The band Billy Corgan said didn’t have any real songs: “I think the work speaks for itself”
The Smashing Pumpkins frontman has never been one for humble magnanimity. Routinely rubbing the music world the wrong way with the enthusiastic appraisals of his own songwriting gifts, Billy Corgan‘s insecure narcissism has fuelled snipey mud-slinging toward artists he didn’t think match his alt-rock genius, which turns out is most of popular music.
His thin-skinned, preening spite was so infamous Pavement’s ‘Range Life’ has long been speculated to contain a wry sleight on Corgan, resulting in his prissy refusal to play 1994’s Lollapalooza with them on the bill. Ozzy Osbourne’s wife and manager kicked Corgan off the Sharon Osbourne Management company after just four months, telling Q in 2000 he was a “six-foot baldy twat in a dress” due to his alleged diva conduct at a press junket.
The fact is, he does possess the talent underneath his flagrant egotism. Siamese Dream and the double-LP opus Mellon Collie and the Infinite Sadness are two of the finest records of the 1990s, and while his jump into Nosferatu goth and arch-dystopian concepts toward the end of their initial run were certainly silly, they still contained fantastic tracks which also confidently flexed Corgan’s eclectic chops and admirable push to evolve as an artist.

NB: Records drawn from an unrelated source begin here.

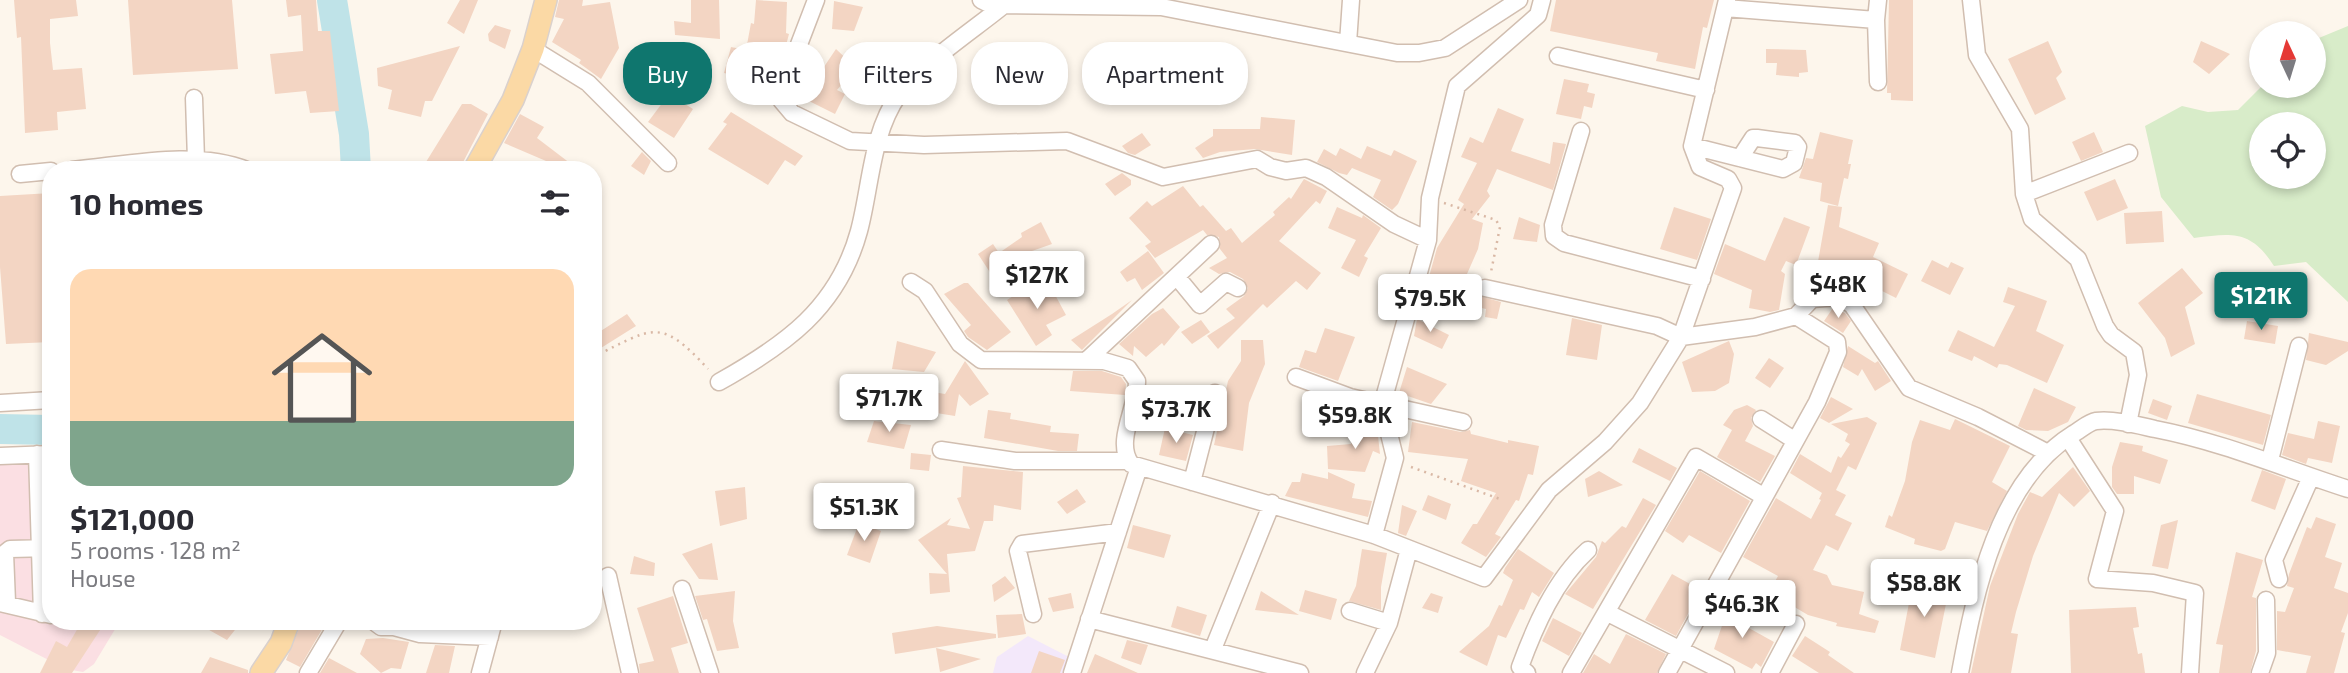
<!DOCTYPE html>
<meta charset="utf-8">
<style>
:root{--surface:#fff;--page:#f2f2f3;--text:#2b2b33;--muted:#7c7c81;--line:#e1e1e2;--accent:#0f766e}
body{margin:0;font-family:"Exo 2",sans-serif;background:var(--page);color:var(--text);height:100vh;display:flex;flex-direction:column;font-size:26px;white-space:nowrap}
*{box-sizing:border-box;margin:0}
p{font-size:23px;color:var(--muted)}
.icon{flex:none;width:38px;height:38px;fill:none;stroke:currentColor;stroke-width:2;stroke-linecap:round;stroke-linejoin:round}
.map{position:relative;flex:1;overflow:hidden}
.side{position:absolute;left:42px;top:161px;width:560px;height:469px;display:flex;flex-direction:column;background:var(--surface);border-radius:28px;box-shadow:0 4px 10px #0003}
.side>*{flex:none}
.banner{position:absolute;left:623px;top:42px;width:665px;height:63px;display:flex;gap:14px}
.needle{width:46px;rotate:356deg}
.tools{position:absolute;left:2249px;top:21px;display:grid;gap:14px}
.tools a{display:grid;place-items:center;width:77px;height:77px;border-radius:50%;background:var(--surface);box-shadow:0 4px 10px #0003;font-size:35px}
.price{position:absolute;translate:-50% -60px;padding:0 16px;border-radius:7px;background:#fff;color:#222;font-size:23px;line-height:46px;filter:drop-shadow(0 2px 4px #0008)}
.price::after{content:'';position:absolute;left:50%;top:42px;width:21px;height:16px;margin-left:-10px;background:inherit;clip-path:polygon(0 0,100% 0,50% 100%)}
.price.selected{background:var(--accent);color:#fff}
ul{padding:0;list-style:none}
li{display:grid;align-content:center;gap:14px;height:371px;padding:0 28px}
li+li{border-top:2px solid var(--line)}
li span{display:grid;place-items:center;height:217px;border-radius:21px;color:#555}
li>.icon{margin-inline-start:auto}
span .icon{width:126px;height:126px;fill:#fffc;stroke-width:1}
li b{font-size:30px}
h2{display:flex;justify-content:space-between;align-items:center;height:84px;padding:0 28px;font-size:30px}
.chip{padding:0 24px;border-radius:28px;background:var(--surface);box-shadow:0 4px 10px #0003;font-size:24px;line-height:63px}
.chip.selected{background:var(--accent);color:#fff}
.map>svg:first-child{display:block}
.education{fill:#f3e8fa}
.medical{fill:#fbdfe3}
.green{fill:#d8ecc9;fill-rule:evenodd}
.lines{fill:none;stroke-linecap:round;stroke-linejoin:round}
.river{stroke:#bfe3e8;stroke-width:30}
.building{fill:#f3d5c3}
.minor-casing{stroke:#d1beb0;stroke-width:19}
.major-casing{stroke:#dad1cd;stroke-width:24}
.path{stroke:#d9b8a5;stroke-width:2.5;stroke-dasharray:2 5;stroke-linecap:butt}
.minor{stroke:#fff;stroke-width:16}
.major{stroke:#fbd9a5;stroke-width:21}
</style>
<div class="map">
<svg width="2348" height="673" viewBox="0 0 2348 673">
<rect width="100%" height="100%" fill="#fdf6ec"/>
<!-- education -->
<path class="education" d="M1028,636L1071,658L1065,673H993L997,657Z"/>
<!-- medical -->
<path class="medical" d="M0,459H51V621H120L94,664L83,672L66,669L0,635Z"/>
<!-- green -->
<path class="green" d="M2348,26V302L2306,262L2274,266C2251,230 2233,233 2194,238L2161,197L2145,126L2182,106L2208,112L2238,110L2262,86H2314V40ZM2261,124H2314V177H2261Z"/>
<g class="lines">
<!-- river -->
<path class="river" d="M332,0L354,134L356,170
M0,429L51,430"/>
</g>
<!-- building -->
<path class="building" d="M14,0H76L78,16L50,19V43L53,70L82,68L86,109L57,112L58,130L25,133L21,37L17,38Z
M128,0H232L238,69L133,75Z
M286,0H316L318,31H330L339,111L310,113L306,91L275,94L270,54L303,51L301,15L288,17Z
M460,0H478L464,34L447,23Z
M559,0H583L582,6L610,2L619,48L601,79L579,63L581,60L552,42L564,19L555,17Z
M691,0H719L720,39L675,35L674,21L691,23Z
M756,0L787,2L786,33L789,34L783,57L759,51L753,80L724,73L731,47L746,50L751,23L754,24Z
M1556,0H1714L1707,28L1703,27L1695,69L1656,61L1658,53L1550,31Z
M1889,0H1913V101L1891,100V93H1887Z
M834,1L863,7L854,31L832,29Z
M495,25L511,30L505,49L489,41L488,34Z
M2048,41L2062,72L2056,78L2066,99L2035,115L2008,59Z
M2201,41L2230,54L2209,74L2193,62Z
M460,46L432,101H425L421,117L388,109L392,90L378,86L377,68Z
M836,49L856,68L837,90L845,94L835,114L803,98Z
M1766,49L1806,50L1808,72L1799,73V77L1776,75L1777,63H1766Z
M1564,79L1589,84L1587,92L1595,94L1592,108L1584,106L1581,119L1556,114Z
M669,94L693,109L674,138L648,122Z
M462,104H471L488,114L459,170H421Z
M1498,108L1524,119L1511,151L1550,164L1553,142L1566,144L1553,190L1497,169L1487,191L1490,196L1472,219L1483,223L1478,249L1456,299L1427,284L1437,248L1464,204L1458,200L1477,163L1461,157L1470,137L1483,143Z
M731,112L803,156L795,166L785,160L768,185L708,149L727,124L723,122Z
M520,114L544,127L537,138L579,170H540L546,161L504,143Z
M1261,117L1295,120L1292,155L1255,149L1220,152L1203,158L1195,148L1213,136V129H1260Z
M1820,132L1853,140L1848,164H1851L1848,179L1844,178L1838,206L1820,201L1822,183L1799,178L1806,158L1813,159Z
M2094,132L2103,152L2081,161L2072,142Z
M1142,133L1151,145L1135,155L1128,153L1122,146Z
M1367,146L1391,156L1394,150L1417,161L1398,204L1392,210L1373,197L1381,180L1352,168L1347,175L1339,173L1317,162L1324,149L1336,156L1340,148L1361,159Z
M642,152L651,161L644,175L631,166Z
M1122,173L1131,180V185L1115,196L1105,184Z
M1304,179L1327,191L1320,204L1316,201L1279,241L1321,273L1307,290L1296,281L1267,308L1263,304L1218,349L1207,336L1235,318L1226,309L1244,296L1248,288L1243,279L1230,272L1219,274L1209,268L1227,258L1220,249L1219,237L1207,235L1203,230L1155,258L1145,246L1151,242L1129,218L1147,201L1152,206L1183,186L1200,207L1203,205L1226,231L1231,228L1242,243L1275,215L1273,212L1289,197L1291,199Z
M2115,179L2128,208L2097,221L2084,192Z
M51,193V342L6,344L0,267V196Z
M1828,205L1842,207L1839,227L1879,243L1873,257L1908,274L1896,298L1860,280L1856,290L1816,273Z
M1337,207L1362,218L1363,215L1381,228L1364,256L1368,258L1359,277L1341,268L1356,240L1328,228Z
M1674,207L1711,219L1697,260L1660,249Z
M2162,211L2164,242L2126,244L2124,213Z
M1519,217L1540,225L1537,242L1513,239Z
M1784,217L1810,227L1796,265L1786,261L1781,271L1785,274L1779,310L1770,312L1749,308L1752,290L1714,274L1725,244L1765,261Z
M1041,222L1052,244L1032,251L1020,263L993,277L978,254L993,244L999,253L1022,237L1021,233Z
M1148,251L1164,273L1142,290L1135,278L1127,282L1120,272Z
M1932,260L1948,268L1951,262L1964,268L1950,295L1921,281Z
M2182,268L2203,293L2185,307L2195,344L2171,357L2165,338L2138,303Z
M2247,276L2249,308L2217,310L2215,278Z
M1046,278L1066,315L1046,325L1052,335L1036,346L1007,300L1024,289L1029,296Z
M964,283H968L1011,332L987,350L968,337L964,331L971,325L944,294Z
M2008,287L2047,301L2036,331L2064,345L2047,383L2007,365L1999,364L1997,368L1974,356L1972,361L1948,351L1958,330L1994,347L2015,306L2003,302Z
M1479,296L1501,302L1497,319L1485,317L1486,309L1477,307Z
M1132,300L1082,350L1071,340L1112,314Z
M1163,308L1180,327L1164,346L1162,343L1146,357L1134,346L1133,356L1119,344L1152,314Z
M1833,308L1845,313L1851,321L1843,333L1824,321Z
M627,314L636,326L593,353V336Z
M1572,318L1602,325L1597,360L1566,355Z
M1417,319L1449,335L1442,349L1414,336Z
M1201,320L1210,332L1192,344L1181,332Z
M2247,321L2278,326L2275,344L2244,339Z
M1325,328L1355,337L1338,381L1299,367L1305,350L1316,353Z
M2309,333L2348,342V351L2326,365L2306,360Z
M1241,340H1263L1265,364L1249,403L1243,451L1214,445L1228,381L1241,361Z
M897,341L936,352L924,372L892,369Z
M1729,341L1734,354L1729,383L1715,391L1692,392L1682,362Z
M1848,346L1875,363L1878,361L1891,381L1875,391L1862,369L1858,376L1843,367Z
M1769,358L1784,368L1770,388L1755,378Z
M965,361L989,394L970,406L959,394L955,416L924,411L927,391L945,394Z
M1407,367L1447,384L1431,404L1399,393Z
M1073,371H1102L1121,377L1126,384L1125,395L1070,391Z
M1195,385L1203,398L1186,410L1176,398Z
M2034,388L2076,407L2068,422L2048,431L2026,430L2018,426Z
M2197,394L2271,415L2263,445L2188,423Z
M1831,397L1853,409L1829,423L1820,418Z
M2153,399L2172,406L2167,420L2148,413Z
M1747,405L1756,410L1751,418L1753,426L1745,441L1775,456L1760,482L1717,457L1732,430L1723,425L1734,410Z
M988,410L1011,413L1010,419L1051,426L1050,432L1079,434L1077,451H1058L984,438Z
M1867,417L1877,423L1856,470L1848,466L1836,490L1846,495L1835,515L1852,523L1838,551L1826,545L1813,570L1827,575L1832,585L1864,592L1859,614L1879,621L1875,633L1836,626L1837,623L1808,615L1769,592L1778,576L1743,557L1776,498L1811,519L1821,500L1819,499L1822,493L1790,473L1800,454L1831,473L1838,456L1841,458L1850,444L1845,441L1848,434L1831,424Z
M1955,419L2010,446L1992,482L2007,491L1987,531L1955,522L1945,549L1941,551L1914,544L1915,539L1885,527L1889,515L1892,517L1905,481L1912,442L1920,420L1950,430Z
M874,421L911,425L904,449L867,442Z
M2318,421L2340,426L2332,463L2308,458L2306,464L2282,455L2288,433L2314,439Z
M1412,422L1461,432L1470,430L1471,434L1508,443V440L1539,446L1533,475L1528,474L1519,501L1516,500L1495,534L1501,537L1486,557L1461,543L1473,524H1477L1496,493L1461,481L1468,459L1408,452Z
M1353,425L1377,427L1380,454L1373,451L1365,472L1328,469L1327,446L1351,444Z
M1165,428L1193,435L1186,461L1159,455Z
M2120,442L2143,446L2142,451L2168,460L2160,484L2134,476V494H2117L2112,487V467Z
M1639,448L1677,468L1670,481L1632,462Z
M911,453L931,455L929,471L910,469Z
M963,466L1023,472L1021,510L994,505L993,521H984L975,551L947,554L950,592L930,594L929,573L947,574L918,540L951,518L947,525L970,529L957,498L961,497Z
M2073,467L2090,491L2074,507L2059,493L2033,556L2016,612L2011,633L2018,634L2011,673H1971L1990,586L2018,514L2030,492L2042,497Z
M2262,470L2286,479L2275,510L2251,501Z
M1599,471L1623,485L1588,497L1585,479Z
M1700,471L1750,501L1721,553L1689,535L1683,543L1665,531Z
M1328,472L1355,484L1352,498L1372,501L1368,517L1285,496L1292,482H1300L1302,473L1328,479Z
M745,487L747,519L720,526L715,491Z
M1077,489L1086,502L1067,514L1057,502Z
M1428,495L1451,504L1446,520L1422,510Z
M1643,498L1656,505L1593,609L1565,594L1596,557L1602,541L1605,543L1622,526L1626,528Z
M1402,505L1417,511L1406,536L1398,533Z
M2316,517L2336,524L2325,557L2342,563L2334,588L2348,593V613L2341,632L2345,633L2334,673H2306L2311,656L2277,650V611L2285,612L2294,588L2287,586L2289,574L2307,527L2311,529Z
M2178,520L2168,569L2152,566L2161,525Z
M859,523L881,531L870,563L847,555Z
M1133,525L1171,535L1164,558L1127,548Z
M712,543L718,580L699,579L682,554Z
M1362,549L1387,553L1381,587V610L1349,601L1356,586Z
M1518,549L1554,573L1539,597L1532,592L1524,610L1520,609L1506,638L1498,635L1487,666L1459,652L1489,626L1499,605L1502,606L1513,580L1503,573L1505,568Z
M2236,552L2263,560L2252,597L2256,598V651L2250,673H2219L2223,645L2216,644Z
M634,556L655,563L654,576L630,574Z
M1672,574L1701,590L1676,636L1645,620Z
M1005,576L1015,588L994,602L992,585Z
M1914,577L1931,583L1947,599L1935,658L1900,650Z
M1305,590L1337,599L1331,620L1299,611Z
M735,591L733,621L739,648L717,651L707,619L703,620L695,596Z
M1261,591L1299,615L1255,610Z
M1071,593L1074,608L1053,612L1048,598Z
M1431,593L1443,597L1438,613L1422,608Z
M673,596L688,643L671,648L679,673H640L639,664L654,661L637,608Z
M1729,605L1752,615L1747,627L1774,642L1761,667L1756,663L1752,669L1714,649Z
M1177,606L1207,615L1200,636L1171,627Z
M2136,607L2139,627L2133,628L2138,654L2142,653L2145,673H2071L2069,610Z
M1022,614L1026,634L998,638L996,615Z
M1553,618L1582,633L1569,656L1542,641Z
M82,621H106L72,673H40L56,641L67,647Z
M193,621H242L227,640Z
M302,621H327L300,667L286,660Z
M937,626L996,634V638L895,654L892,633Z
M1626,634L1666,654L1657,673H1583L1594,654L1610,664Z
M1805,636L1830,652L1828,655L1854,673H1819L1792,656Z
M383,638L409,642L401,669L391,668L381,673L360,654L366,639Z
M1127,640L1148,645L1141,665L1121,658Z
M435,645L455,646L449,673H426Z
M936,648L981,659L940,672Z
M1039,651L1065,660L1060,673H1031Z
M1095,654L1138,673H1087Z
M210,657L248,670V673H201Z
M329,658L357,673H320Z"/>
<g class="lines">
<!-- minor casing -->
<g class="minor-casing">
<path id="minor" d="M816,0L782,89L781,100L792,113L850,141L924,145L1067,141L1163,177L1257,159L1270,167L1286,171L1306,168L1326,177L1394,224L1428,240
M981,0L991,5L1161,7L1397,53H1419L1445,48L1519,0
M1971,0L1977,55L2020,129L2024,194L2032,219L2078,259L2105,326L2111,335L2134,352L2138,375L2128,424
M1725,8L1876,20L1878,82
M1876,20L1878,0
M1348,43L1351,0
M533,49L588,83L668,163
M1558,56L1706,90
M194,98L196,160
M1581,131L1553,225L1554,236L1564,243L1702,279
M1692,146L1783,169L1794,163L1798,147L1795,143L1757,138H1753L1740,158
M72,170C127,165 194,149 247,170
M20,174L51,171
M2024,194L2129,153
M1177,277L1200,305L1226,282L1238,288
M911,282L925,291L960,344L981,360L1104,361L1128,368L1137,381C1138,406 1114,442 1131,464L1374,535L1484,578L1549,490L1605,442L1640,403L1681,337L1733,188L1728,179L1700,167L1692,146L1727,0
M1485,288L1657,326L1681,337L1755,327L1796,316L1812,299L1839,297L1852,305L1909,388L1978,417L2048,453
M1087,360L1211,244
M1296,377L1350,397L1463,422
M719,382C785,345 838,308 859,231C871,186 871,134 899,94C918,67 976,28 1004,5
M0,403L51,400
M1761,419L1794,440
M2068,438L2115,511L2097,579L2153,583L2195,593L2190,673
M941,450L1015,461H1129
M37,454L42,614
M0,456L51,454
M2270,460L2299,346
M1192,482L1215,393
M1374,535L1395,458L1382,405L1428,240L1430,198L1457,86L1538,15L1542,0
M608,576L630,673
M2279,579L2274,560L2311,477
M682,589L710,673
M7,602L5,553L10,549L51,548
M0,603L51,615
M1350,611L1389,623
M1608,613L1726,673
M1033,614L1018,551L1022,544L1118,532
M1089,619L1300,673
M373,621L381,627H394L420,634L490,637
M1213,649L1272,503
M308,673L339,621
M480,673L494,621
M1072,673L1139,467
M1365,673L1389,623L1409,549
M1527,673L1520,667C1535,626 1555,580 1588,550
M1571,673L1696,457L1763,496
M1667,673L1817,402L1838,352L1837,342L1796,316
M1770,673L1796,624
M1960,673C1975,591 1998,481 2073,434C2080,430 2089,422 2096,421C2115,419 2137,425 2155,429C2222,442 2283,468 2348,489
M2260,673L2267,653L2266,600"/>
</g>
<!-- major casing -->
<g class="major-casing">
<path id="major" d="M474,170L513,100L533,49L546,0
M261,673L281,643L289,621"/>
</g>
<!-- path -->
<path class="path" d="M1444,203L1496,220L1500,227L1491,272
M593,357C652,329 659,315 708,369
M1411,467L1500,499"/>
<!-- minor -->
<use href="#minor" class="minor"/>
<!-- major -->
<use href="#major" class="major"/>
</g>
</svg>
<div class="tools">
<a><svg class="needle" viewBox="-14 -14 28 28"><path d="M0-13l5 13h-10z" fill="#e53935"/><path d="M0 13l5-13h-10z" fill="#7c7c81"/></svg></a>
<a><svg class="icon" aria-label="locate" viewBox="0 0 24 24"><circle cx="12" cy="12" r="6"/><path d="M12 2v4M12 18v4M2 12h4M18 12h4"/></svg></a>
</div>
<b class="price" style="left:1037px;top:311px">$127K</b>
<b class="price" style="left:1838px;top:320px">$48K</b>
<b class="price selected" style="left:2261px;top:332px">$121K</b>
<b class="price" style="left:1430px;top:334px">$79.5K</b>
<b class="price" style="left:889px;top:434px">$71.7K</b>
<b class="price" style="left:1176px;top:445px">$73.7K</b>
<b class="price" style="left:1355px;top:451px">$59.8K</b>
<b class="price" style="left:864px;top:543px">$51.3K</b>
<b class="price" style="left:1924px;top:619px">$58.8K</b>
<b class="price" style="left:1742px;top:640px">$46.3K</b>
<div class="banner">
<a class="chip selected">Buy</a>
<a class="chip">Rent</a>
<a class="chip">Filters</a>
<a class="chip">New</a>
<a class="chip">Apartment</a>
</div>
<section class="side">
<h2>10 homes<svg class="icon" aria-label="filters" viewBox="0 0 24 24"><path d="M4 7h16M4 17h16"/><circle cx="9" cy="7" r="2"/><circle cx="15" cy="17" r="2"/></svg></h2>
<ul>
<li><span style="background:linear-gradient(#ffd9b3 70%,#7fa58c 0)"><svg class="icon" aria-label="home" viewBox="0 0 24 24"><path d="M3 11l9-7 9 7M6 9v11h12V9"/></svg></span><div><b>$121,000</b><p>5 rooms · 128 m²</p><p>House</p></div></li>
</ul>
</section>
</div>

Still, trashing other artists seems to be par for the course as Corgan floats between one interview and the next. One band consistently centred in the targets of his ire is Seattle grunge stadium sellers Pearl Jam. Appearing on The Howard Stern Show in 2014, Corgan let rip on the band while also comparing himself to the scene’s leading artist for good measure: “I think the work speaks for itself…I don’t think they have the songs right. I think you stack my songs up and Cobain’s songs up, and that band’s songs… they don’t have the songs.”
In a rare flash of contrition, Corgan expressed respect for building the rock stature they have but confessed to confusion as to their immense popularity. Pearl Jam did indeed go from strength to strength. In the year grunge died, 1994’s Vitalogy was one of the biggest-selling vinyl releases in its first week, the group going on to confidently sell out arenas to this day.
While they have lapsed into gruff, alt-rock derivativeness of late, the first two LPs Ten and Vs. are filled with massive rock anthems contrary to the notion they lack a respectable songbook.
Corgan hasn’t hidden his flagrant sense of jealousy at Pearl Jam’s meteoric rise. Speaking on the Why Not Now? podcast in 2017, Corgan revealed the impact Nevermind and Ten‘s immediate success had on his own ambitions for stardom: “Everything I had built myself up to be and do was no longer as relevant as it needed to be. I went into a very strange depression because I felt like something had been not taken, but the change made me feel kind of inadequate in a way I wasn’t prepared for.”
The bitter feelings aren’t mutual. When Pearl Jam was inducted to the Rock and Roll Hall of Fame, bassist Jeff Ament proudly donned a shirt listing the nearly 100 artists who’d yet to be inducted at the time (erroneously including Tom Waits who was honoured in 2011), Smashing Pumpkins was included among their personal heroes.